HESI LPN
Fundamentals of Nursing HESI
1. A healthcare professional is reviewing the medical record of a client who has hypocalcemia. The healthcare professional should identify which of the following findings as a risk factor for the development of this electrolyte imbalance?
- A. Crohn’s disease
- B. Postoperative status following appendectomy
- C. History of bone cancer
- D. Hyperthyroidism
Correct answer: A
Rationale: Crohn’s disease is known to impair calcium absorption, which can lead to hypocalcemia. This condition affects the intestines and can disrupt the normal absorption of nutrients, including calcium. Postoperative status following appendectomy, history of bone cancer, and hyperthyroidism are typically not directly associated with a higher risk of developing hypocalcemia compared to Crohn’s disease.
2. While instructing a male client's wife in the performance of passive range-of-motion exercises to his contracted shoulder, the nurse observes that she is holding his arm above and below the elbow. What nursing action should the LPN/LVN implement?
- A. Acknowledge that she is supporting the arm correctly.
- B. Encourage her to keep the joint covered to maintain warmth.
- C. Reinforce the need to grip directly under the joint for better support.
- D. Instruct her to grip directly over the joint for better motion.
Correct answer: A
Rationale: Acknowledging that the client's wife is supporting the arm correctly is the appropriate nursing action in this scenario. By doing so, the nurse reinforces correct technique and promotes confidence. Choice B is incorrect as the issue is not about maintaining warmth. Choice C is incorrect as gripping directly under the joint is not necessary in this case. Choice D is incorrect as instructing to grip directly over the joint may not provide the best support for passive range-of-motion exercises.

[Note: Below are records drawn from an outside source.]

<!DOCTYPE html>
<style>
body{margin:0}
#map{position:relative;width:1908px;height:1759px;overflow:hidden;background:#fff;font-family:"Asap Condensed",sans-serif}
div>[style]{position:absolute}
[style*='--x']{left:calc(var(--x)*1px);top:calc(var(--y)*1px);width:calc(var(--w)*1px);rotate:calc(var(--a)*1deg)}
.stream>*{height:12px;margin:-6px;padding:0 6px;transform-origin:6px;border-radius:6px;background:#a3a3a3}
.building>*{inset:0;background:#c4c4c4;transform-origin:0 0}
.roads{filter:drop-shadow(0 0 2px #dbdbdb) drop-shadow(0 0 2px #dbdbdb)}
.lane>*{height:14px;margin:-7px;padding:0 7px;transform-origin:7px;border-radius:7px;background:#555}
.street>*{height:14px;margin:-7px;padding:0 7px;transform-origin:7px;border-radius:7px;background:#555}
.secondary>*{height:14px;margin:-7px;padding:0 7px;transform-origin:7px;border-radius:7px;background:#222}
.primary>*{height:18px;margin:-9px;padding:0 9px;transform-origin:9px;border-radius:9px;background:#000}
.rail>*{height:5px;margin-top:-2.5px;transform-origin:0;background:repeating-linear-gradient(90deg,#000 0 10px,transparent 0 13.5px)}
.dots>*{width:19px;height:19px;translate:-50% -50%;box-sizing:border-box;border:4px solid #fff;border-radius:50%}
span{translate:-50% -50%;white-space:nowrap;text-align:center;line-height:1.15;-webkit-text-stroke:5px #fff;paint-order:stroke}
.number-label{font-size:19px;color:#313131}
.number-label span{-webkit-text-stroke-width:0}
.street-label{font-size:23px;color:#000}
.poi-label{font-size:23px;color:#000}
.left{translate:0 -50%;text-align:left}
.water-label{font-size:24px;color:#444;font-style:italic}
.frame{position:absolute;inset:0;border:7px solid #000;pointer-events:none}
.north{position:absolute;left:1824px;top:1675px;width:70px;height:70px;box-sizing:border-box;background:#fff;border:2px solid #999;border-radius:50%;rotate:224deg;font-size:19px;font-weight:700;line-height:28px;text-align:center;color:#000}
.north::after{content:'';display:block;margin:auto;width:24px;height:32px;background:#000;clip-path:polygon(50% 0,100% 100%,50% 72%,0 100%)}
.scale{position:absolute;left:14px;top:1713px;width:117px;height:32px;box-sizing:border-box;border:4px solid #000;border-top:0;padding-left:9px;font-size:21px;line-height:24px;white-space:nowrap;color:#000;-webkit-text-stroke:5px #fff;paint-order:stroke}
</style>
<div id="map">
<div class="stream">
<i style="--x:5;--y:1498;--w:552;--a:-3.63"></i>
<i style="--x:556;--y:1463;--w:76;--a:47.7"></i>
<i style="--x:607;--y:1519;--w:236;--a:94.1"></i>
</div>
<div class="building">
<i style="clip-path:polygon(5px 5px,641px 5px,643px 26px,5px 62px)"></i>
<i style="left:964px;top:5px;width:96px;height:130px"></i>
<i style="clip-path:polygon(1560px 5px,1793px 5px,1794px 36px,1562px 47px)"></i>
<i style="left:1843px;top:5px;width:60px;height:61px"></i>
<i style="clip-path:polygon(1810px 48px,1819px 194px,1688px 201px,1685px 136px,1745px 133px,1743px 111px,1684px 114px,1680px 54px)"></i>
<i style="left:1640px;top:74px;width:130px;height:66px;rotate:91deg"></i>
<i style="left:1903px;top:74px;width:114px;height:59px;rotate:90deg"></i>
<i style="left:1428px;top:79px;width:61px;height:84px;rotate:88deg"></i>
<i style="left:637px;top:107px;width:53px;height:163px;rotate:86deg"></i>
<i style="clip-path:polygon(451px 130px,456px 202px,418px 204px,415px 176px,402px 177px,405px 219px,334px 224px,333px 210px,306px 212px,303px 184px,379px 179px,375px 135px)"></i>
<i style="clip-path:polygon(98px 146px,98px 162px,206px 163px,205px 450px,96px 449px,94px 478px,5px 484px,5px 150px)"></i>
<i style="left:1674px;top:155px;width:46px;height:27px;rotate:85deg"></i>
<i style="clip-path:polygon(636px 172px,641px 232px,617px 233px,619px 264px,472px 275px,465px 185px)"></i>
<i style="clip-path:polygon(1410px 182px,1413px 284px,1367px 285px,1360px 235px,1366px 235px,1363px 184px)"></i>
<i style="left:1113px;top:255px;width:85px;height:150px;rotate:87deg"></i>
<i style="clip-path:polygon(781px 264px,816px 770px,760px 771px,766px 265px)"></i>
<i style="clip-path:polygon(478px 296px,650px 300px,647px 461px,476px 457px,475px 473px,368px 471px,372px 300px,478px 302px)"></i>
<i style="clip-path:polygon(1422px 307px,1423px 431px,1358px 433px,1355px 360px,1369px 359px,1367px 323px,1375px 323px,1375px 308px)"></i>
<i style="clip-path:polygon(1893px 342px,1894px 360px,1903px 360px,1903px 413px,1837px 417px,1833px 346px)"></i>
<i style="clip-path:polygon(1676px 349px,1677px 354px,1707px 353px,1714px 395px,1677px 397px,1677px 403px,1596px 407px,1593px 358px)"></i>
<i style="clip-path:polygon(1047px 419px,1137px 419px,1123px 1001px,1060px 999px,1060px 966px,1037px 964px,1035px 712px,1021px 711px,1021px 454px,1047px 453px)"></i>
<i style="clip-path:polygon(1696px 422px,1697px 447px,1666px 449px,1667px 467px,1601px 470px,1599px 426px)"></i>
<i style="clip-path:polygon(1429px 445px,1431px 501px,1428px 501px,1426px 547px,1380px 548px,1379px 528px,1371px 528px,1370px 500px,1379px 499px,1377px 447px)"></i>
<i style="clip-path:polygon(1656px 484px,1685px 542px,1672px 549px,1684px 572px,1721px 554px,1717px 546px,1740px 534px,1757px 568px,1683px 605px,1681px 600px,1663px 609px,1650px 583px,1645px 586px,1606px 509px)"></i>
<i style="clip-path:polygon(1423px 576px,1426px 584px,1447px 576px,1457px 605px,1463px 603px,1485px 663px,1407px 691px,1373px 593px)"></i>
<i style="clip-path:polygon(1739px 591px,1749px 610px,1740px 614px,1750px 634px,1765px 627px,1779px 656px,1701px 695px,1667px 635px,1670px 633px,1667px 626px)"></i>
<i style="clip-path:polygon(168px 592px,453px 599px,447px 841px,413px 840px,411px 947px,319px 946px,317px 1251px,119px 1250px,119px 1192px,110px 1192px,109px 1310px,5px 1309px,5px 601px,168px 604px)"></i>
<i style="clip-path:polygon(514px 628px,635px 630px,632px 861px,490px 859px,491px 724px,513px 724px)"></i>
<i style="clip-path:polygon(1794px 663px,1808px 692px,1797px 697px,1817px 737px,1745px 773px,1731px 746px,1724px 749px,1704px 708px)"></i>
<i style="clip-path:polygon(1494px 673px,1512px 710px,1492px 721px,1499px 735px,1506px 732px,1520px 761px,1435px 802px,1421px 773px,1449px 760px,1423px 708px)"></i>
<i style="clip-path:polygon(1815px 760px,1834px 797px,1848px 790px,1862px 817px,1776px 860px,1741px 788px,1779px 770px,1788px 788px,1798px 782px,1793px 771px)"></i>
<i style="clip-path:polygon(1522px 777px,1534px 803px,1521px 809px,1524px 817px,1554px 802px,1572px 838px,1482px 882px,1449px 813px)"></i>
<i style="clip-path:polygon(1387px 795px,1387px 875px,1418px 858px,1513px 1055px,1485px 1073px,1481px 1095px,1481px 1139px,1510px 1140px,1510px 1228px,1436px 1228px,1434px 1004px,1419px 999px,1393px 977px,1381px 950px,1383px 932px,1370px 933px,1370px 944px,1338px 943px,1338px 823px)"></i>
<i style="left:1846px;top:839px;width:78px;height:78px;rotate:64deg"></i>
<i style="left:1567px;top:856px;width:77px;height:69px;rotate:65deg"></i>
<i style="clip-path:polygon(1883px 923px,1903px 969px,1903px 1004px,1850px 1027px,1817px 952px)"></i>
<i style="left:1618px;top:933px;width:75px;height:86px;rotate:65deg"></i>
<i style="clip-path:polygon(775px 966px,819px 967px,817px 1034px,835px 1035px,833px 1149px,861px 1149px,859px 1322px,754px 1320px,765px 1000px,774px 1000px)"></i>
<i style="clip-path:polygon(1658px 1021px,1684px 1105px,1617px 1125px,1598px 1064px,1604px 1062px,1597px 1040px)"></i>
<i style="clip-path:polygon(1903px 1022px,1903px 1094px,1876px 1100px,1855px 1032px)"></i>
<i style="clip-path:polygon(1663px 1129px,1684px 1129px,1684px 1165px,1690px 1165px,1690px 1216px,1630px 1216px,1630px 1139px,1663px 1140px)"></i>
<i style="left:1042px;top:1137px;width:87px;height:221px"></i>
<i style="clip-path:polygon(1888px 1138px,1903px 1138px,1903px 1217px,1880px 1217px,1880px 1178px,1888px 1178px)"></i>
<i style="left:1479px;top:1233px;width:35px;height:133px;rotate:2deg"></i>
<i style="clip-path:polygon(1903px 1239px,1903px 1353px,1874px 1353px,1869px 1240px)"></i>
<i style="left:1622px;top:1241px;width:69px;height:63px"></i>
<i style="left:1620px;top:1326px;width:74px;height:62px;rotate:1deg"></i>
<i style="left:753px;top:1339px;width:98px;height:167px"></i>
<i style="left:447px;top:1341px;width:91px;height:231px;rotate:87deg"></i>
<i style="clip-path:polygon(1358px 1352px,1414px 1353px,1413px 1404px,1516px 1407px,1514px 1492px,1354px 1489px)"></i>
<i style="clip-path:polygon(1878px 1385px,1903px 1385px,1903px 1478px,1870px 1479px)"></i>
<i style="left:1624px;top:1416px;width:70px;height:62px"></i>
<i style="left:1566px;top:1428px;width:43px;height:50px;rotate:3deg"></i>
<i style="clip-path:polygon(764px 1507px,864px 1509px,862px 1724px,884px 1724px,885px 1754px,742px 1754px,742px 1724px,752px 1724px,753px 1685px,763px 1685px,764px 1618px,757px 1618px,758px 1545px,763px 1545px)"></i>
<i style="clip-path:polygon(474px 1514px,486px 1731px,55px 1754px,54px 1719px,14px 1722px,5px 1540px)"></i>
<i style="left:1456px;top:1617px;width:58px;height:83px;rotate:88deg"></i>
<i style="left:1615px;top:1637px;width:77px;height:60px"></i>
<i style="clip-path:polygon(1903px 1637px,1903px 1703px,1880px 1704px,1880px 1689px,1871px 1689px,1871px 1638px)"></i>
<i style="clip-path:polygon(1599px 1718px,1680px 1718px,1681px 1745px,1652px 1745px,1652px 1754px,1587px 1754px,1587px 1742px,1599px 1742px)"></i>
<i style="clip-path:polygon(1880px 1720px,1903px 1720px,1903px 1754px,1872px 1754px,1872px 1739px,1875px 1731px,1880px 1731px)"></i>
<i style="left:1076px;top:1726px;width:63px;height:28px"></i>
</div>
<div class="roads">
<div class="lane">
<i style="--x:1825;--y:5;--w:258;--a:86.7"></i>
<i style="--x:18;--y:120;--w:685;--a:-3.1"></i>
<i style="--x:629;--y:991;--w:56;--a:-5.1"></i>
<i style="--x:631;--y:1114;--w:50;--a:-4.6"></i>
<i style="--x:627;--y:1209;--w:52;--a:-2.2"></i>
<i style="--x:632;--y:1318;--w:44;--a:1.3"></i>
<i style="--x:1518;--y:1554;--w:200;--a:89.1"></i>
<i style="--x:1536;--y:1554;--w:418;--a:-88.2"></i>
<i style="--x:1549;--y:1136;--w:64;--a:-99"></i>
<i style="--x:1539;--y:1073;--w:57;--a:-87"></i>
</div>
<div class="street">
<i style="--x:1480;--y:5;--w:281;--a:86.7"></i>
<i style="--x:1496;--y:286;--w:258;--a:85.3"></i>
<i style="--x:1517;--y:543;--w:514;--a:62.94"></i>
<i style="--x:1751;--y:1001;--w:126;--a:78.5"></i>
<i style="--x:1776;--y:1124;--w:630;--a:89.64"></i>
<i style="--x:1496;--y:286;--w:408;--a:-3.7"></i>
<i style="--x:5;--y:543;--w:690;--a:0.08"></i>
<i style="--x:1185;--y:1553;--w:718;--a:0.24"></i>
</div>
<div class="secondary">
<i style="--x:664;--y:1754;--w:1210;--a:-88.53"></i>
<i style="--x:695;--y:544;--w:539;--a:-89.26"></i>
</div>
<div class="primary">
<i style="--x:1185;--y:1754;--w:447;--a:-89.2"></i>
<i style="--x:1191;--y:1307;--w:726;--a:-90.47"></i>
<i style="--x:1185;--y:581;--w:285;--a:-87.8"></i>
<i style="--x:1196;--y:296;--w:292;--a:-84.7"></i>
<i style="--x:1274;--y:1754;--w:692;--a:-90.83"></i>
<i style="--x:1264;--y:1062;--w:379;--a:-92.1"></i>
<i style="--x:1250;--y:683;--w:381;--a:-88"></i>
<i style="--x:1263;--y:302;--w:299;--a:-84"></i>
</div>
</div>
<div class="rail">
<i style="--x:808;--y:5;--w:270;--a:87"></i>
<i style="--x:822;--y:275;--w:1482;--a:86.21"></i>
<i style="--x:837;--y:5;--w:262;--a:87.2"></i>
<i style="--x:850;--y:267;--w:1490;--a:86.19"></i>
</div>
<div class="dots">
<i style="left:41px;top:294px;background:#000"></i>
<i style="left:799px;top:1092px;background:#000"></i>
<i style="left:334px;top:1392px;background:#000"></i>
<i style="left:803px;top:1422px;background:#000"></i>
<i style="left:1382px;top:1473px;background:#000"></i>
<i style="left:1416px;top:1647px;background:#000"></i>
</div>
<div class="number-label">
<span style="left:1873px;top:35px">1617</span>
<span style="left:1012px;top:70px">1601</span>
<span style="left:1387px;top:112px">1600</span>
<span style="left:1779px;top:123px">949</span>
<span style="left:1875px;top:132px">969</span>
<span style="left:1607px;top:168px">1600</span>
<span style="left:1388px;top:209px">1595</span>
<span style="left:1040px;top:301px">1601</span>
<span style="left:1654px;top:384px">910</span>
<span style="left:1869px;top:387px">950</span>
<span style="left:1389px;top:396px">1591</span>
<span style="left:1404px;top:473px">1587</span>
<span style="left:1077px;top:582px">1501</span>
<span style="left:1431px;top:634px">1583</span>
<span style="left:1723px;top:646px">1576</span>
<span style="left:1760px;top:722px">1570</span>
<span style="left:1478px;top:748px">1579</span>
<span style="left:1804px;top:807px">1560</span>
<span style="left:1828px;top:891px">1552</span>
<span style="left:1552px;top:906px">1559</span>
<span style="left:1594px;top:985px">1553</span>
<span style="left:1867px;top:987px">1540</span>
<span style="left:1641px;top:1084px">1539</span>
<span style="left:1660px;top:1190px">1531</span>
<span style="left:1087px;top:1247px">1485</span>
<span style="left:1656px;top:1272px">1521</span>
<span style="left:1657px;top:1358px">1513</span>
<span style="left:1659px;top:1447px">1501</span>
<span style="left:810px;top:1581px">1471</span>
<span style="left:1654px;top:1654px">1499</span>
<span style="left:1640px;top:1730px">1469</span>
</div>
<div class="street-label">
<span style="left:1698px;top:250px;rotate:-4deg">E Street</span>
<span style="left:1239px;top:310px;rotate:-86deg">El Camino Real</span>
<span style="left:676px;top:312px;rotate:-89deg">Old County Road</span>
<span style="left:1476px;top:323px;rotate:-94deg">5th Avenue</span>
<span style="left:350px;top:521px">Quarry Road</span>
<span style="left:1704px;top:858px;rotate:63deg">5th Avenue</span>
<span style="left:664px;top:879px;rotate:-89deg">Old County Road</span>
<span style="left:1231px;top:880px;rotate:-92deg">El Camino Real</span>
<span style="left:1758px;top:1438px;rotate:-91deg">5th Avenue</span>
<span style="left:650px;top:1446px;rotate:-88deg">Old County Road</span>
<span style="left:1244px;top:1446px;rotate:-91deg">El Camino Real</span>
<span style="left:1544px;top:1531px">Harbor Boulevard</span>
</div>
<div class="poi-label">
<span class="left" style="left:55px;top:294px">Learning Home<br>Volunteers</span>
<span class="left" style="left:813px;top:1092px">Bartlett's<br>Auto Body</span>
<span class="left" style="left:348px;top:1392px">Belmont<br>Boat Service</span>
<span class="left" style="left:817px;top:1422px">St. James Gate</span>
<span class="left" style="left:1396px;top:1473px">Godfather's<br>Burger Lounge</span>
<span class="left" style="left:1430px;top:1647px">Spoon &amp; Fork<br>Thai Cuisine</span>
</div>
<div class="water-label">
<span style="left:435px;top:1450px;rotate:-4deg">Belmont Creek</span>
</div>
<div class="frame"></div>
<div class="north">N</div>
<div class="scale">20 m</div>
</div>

3. When providing postmortem care to a client diagnosed with Methicillin-resistant Staphylococcus aureus (MRSA) who has passed away, what type of precautions is appropriate to use?
- A. Airborne precautions
- B. Droplet precautions
- C. Contact precautions
- D. Compromised host precautions
Correct answer: C
Rationale: Contact precautions are the appropriate type to use when performing postmortem care for a client with MRSA. MRSA is primarily spread through direct contact, so using contact precautions helps prevent the transmission of the infection. Airborne precautions are not necessary for MRSA, as it is not transmitted through the air like tuberculosis or measles. Droplet precautions are used for diseases transmitted through respiratory droplets like influenza. Compromised host precautions are not a standard precaution type and are not specific to managing MRSA infection.
4. A client with a history of coronary artery disease is experiencing chest pain. What is the priority action for the LPN/LVN to take?
- A. Administer nitroglycerin sublingually.
- B. Obtain a 12-lead ECG.
- C. Measure the client's vital signs.
- D. Administer oxygen via nasal cannula.
Correct answer: A
Rationale: The correct answer is to administer nitroglycerin sublingually. Administering nitroglycerin sublingually is the priority action for a client with chest pain and a history of coronary artery disease. Nitroglycerin helps dilate the coronary arteries, improving blood flow to the heart muscle and providing rapid relief of chest pain. Obtaining a 12-lead ECG, measuring vital signs, and administering oxygen are important actions but should follow the administration of nitroglycerin in the management of chest pain in a client with coronary artery disease.
5. The patient has been in bed for several days and needs to be ambulated. Which action will the nurse take first?
- A. Maintain a narrow base of support.
- B. Dangle the patient at the bedside.
- C. Encourage isometric exercises.
- D. Suggest a high-calcium diet.
Correct answer: B
Rationale: The correct action the nurse should take first when a patient needs to be mobilized after being in bed for several days is to dangle the patient at the bedside. Dangling at the bedside is the initial step to assess the patient's tolerance to sitting up and moving. It helps prevent orthostatic hypotension and allows the nurse to evaluate the patient's response to upright positioning before attempting further ambulation. Maintaining a narrow base of support (Choice A) is related to assisting with ambulation but is not the first step. Encouraging isometric exercises (Choice C) and suggesting a high-calcium diet (Choice D) are not immediate actions needed to initiate mobilization in this scenario.